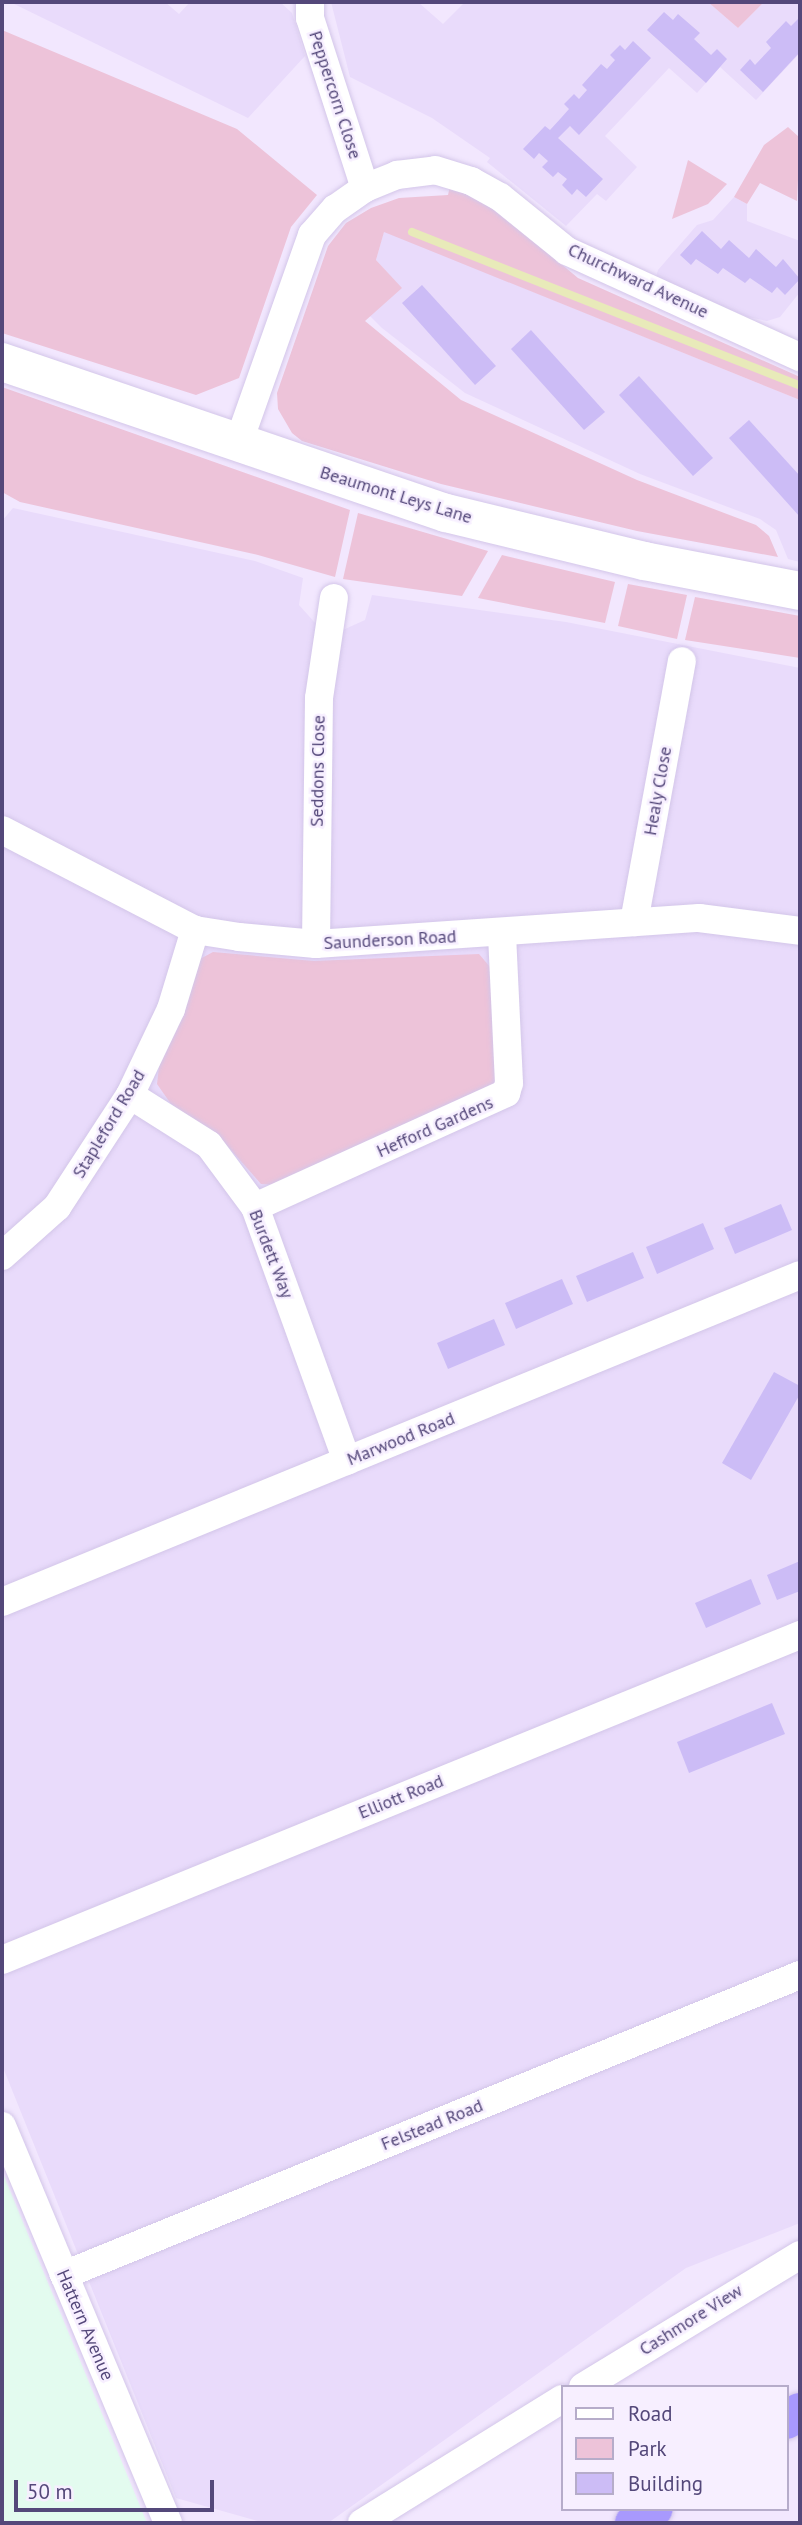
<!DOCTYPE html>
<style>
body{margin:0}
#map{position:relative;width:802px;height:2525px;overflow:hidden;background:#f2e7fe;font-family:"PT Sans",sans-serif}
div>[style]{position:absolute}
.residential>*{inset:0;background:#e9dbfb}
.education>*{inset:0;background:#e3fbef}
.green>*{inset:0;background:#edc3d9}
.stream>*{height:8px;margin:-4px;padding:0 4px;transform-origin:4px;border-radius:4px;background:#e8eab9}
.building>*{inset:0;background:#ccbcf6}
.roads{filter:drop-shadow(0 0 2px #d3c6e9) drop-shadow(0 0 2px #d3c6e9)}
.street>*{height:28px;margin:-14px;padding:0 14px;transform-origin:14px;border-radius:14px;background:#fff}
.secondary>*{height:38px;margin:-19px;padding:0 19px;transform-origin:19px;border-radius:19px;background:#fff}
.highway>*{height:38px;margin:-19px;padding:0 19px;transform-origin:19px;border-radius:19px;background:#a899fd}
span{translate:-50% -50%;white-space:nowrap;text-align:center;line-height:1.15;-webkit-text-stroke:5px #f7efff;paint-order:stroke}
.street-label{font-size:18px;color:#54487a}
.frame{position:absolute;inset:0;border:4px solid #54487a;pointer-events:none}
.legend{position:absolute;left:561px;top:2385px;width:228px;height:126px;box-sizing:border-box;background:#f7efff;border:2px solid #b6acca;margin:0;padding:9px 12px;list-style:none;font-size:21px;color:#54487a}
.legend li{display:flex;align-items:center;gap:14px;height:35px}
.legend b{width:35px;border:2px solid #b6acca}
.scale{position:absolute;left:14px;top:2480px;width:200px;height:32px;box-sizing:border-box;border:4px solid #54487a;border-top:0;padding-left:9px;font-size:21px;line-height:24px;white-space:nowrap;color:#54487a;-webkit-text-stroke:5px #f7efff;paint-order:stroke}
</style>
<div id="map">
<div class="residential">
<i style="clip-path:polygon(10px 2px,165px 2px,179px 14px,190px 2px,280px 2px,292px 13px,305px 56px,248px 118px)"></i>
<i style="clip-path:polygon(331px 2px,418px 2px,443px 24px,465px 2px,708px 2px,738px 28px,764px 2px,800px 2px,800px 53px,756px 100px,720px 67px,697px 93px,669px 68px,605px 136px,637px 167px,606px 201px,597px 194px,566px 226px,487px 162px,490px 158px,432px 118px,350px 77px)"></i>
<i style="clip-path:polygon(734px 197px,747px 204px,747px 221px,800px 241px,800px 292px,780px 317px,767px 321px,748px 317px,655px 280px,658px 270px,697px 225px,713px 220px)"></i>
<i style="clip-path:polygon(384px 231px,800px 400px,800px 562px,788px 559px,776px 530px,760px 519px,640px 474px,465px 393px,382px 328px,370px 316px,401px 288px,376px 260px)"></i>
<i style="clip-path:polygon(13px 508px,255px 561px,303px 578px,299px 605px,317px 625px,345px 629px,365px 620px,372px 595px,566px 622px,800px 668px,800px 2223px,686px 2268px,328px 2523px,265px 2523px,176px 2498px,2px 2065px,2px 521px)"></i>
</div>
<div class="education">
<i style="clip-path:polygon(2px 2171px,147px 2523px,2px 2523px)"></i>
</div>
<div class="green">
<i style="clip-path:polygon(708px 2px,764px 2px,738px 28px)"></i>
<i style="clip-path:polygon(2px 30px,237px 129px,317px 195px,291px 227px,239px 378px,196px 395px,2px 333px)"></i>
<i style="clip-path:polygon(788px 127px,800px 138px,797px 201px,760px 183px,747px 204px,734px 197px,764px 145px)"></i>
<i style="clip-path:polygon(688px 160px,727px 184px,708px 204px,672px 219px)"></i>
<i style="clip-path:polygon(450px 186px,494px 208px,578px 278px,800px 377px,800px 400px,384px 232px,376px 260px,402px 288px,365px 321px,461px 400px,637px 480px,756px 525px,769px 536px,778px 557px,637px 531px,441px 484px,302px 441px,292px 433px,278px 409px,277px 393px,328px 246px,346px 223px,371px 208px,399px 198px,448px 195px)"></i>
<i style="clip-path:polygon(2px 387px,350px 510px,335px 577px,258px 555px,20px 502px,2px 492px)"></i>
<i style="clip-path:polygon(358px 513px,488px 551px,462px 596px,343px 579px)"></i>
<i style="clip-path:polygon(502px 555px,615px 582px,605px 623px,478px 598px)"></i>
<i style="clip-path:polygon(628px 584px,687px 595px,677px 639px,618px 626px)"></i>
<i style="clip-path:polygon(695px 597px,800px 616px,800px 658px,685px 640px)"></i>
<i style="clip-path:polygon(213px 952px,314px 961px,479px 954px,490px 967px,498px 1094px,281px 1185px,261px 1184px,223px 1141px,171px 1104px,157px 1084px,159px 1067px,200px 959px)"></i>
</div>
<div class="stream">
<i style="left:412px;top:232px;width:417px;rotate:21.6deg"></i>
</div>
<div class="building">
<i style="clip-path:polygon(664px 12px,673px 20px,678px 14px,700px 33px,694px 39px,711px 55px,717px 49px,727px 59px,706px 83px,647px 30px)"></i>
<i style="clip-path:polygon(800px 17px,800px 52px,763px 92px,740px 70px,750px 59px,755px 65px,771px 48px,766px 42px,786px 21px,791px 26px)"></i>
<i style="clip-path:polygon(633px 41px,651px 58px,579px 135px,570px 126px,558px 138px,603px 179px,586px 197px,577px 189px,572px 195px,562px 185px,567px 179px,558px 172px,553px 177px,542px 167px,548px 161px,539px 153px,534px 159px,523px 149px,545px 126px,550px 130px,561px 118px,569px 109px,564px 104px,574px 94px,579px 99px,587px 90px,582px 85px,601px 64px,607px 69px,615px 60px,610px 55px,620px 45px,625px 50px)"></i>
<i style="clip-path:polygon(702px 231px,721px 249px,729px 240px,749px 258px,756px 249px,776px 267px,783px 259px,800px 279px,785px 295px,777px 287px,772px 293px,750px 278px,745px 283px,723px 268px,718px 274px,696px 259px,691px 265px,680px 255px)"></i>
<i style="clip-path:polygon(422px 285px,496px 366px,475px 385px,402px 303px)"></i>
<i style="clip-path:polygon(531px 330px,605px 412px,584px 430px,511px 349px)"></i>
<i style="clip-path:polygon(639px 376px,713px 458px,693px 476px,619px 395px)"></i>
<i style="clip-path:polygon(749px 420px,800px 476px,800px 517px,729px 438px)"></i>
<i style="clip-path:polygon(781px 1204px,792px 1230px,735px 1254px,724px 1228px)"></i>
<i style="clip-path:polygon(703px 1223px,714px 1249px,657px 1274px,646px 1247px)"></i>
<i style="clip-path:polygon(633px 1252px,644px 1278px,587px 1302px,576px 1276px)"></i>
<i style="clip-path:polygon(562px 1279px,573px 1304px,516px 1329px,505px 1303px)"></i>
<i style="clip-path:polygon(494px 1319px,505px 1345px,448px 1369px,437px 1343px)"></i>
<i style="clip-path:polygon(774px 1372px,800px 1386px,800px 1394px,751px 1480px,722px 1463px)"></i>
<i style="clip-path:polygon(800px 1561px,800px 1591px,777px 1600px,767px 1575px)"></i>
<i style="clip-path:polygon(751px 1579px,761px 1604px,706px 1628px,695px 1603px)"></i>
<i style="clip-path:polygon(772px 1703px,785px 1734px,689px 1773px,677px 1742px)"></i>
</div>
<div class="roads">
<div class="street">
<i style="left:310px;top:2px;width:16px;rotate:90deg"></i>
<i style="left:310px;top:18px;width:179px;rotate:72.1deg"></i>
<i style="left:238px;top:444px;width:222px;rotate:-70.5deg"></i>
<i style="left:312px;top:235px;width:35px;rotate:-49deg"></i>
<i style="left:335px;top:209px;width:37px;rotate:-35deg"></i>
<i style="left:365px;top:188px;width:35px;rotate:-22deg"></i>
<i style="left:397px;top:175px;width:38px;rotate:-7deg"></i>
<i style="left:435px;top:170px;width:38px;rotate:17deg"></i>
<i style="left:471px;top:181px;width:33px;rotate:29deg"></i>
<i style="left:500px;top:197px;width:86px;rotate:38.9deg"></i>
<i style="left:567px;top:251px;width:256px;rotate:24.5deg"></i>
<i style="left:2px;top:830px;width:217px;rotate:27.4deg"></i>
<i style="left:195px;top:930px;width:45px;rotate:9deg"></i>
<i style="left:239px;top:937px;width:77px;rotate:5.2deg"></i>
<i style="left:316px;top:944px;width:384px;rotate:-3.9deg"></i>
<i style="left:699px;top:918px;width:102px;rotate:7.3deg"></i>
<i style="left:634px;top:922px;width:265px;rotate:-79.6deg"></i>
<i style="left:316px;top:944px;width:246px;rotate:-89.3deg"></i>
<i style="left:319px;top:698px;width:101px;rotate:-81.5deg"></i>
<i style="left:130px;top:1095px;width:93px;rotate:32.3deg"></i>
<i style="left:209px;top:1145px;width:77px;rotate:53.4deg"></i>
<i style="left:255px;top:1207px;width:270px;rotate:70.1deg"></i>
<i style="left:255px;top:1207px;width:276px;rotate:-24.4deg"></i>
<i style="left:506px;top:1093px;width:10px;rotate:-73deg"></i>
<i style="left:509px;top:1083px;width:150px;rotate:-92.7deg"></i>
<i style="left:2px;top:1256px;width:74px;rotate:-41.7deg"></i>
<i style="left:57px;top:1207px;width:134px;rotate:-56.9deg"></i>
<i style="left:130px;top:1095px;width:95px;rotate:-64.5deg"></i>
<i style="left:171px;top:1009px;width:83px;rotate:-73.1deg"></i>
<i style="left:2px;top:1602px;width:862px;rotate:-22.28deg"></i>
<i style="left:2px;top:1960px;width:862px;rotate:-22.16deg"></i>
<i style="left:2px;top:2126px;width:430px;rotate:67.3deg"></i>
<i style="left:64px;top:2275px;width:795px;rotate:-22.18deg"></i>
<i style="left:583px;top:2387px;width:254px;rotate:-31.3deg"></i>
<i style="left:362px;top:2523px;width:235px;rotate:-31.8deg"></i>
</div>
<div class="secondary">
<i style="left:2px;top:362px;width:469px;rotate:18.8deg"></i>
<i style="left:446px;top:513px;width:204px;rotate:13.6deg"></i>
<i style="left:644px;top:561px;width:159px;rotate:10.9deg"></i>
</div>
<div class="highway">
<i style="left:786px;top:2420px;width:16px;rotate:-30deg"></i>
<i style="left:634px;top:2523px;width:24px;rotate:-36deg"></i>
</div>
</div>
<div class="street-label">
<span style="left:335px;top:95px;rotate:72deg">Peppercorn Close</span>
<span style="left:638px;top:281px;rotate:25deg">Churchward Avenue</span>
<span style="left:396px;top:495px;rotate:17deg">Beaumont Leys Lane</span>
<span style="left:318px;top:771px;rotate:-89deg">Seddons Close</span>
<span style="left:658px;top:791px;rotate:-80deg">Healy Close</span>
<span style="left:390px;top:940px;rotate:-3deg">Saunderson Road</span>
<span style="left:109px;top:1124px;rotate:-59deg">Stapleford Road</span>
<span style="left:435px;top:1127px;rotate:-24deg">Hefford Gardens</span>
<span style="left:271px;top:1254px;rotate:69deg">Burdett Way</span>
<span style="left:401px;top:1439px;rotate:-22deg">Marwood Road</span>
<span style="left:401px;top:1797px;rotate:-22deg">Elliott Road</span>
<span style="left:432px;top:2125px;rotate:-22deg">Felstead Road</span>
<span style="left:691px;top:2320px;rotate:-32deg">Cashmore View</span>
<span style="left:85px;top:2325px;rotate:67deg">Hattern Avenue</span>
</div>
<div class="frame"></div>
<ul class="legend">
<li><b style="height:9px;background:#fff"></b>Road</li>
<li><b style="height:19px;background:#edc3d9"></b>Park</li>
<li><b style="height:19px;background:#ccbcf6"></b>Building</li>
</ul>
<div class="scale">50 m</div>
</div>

━━━━━━━━━━

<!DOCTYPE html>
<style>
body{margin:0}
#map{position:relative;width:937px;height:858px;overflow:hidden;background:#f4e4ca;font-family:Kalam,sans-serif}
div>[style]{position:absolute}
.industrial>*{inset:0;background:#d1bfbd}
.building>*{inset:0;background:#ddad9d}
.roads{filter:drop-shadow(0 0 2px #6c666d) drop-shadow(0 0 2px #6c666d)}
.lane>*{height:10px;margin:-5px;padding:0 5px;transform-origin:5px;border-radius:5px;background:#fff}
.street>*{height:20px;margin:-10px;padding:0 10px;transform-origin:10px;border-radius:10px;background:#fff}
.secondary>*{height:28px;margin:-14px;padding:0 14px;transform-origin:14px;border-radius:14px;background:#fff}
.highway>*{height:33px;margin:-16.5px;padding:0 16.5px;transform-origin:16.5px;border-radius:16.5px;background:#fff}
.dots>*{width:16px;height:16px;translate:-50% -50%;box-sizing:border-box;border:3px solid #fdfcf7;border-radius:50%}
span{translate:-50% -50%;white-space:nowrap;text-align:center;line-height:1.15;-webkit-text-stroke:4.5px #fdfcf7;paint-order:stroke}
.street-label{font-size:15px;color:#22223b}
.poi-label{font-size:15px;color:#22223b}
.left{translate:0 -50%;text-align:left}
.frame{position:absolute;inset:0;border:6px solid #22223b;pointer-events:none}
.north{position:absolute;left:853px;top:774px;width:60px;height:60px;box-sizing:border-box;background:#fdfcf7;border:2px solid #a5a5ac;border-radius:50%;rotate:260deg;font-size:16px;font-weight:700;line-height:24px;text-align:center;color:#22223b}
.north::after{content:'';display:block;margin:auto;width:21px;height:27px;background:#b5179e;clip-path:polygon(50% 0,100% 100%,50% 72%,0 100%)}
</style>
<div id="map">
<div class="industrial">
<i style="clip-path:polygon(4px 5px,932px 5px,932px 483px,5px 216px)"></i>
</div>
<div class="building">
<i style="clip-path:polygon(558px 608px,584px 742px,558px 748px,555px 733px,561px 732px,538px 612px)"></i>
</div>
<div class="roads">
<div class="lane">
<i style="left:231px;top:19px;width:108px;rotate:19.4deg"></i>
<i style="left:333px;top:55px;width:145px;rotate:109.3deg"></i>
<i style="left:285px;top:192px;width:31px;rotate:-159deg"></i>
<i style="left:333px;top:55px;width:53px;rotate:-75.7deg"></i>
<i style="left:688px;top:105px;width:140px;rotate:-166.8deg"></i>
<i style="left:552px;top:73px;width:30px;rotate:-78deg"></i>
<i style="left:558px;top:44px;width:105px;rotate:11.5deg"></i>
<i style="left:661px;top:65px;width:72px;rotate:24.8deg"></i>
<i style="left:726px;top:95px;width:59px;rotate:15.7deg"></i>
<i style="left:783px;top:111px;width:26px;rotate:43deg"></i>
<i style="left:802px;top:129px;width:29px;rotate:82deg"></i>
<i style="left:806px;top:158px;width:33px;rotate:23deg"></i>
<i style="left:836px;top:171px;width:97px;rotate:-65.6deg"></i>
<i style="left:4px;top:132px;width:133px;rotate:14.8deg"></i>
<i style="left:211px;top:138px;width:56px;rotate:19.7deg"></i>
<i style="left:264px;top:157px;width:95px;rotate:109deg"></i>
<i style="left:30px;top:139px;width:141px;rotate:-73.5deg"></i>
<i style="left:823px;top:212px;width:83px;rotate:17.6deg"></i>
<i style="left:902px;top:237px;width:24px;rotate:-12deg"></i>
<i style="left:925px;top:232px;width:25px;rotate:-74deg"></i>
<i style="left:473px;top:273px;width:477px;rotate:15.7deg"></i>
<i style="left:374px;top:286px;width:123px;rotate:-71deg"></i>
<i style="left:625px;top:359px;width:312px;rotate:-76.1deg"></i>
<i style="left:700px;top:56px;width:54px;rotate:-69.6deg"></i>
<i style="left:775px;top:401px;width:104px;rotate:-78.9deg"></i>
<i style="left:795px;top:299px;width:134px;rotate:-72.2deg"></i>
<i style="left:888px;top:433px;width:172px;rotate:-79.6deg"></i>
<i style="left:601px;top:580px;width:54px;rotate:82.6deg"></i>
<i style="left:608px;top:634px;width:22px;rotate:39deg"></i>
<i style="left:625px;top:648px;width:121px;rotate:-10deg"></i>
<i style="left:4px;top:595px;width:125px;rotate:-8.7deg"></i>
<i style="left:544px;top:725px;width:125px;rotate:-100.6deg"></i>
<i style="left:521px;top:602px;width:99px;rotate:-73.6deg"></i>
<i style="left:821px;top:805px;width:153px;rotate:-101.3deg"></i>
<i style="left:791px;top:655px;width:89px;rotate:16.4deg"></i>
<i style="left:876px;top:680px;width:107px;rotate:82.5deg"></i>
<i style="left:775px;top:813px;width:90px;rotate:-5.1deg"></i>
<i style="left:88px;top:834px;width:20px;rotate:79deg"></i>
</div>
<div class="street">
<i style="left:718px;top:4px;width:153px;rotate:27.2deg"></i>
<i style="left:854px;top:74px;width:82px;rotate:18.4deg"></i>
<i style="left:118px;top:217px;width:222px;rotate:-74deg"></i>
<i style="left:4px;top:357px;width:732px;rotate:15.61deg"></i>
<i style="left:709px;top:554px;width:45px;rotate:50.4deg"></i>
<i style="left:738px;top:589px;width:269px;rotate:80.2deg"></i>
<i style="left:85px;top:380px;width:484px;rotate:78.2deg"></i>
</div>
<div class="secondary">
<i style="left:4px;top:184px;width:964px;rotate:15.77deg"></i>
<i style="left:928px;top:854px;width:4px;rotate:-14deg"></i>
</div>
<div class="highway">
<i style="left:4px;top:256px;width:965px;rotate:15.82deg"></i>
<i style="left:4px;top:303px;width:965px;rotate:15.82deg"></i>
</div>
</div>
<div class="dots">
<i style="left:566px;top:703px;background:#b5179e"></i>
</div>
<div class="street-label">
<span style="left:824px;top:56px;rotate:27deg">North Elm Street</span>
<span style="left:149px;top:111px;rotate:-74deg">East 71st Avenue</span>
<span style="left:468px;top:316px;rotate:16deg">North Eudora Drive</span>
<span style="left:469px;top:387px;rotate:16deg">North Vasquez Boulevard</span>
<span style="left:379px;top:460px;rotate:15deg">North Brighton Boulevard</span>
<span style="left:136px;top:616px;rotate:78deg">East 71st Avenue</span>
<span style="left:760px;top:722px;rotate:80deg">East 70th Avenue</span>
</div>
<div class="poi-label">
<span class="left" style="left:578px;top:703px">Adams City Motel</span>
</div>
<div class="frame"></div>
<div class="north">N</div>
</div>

━━━━━━━━━━

Task to carry out:
Filter the listing above down to the lines that contain the word "stream".

Task solution:
.stream>*{height:8px;margin:-4px;padding:0 4px;transform-origin:4px;border-radius:4px;background:#e8eab9}
<div class="stream">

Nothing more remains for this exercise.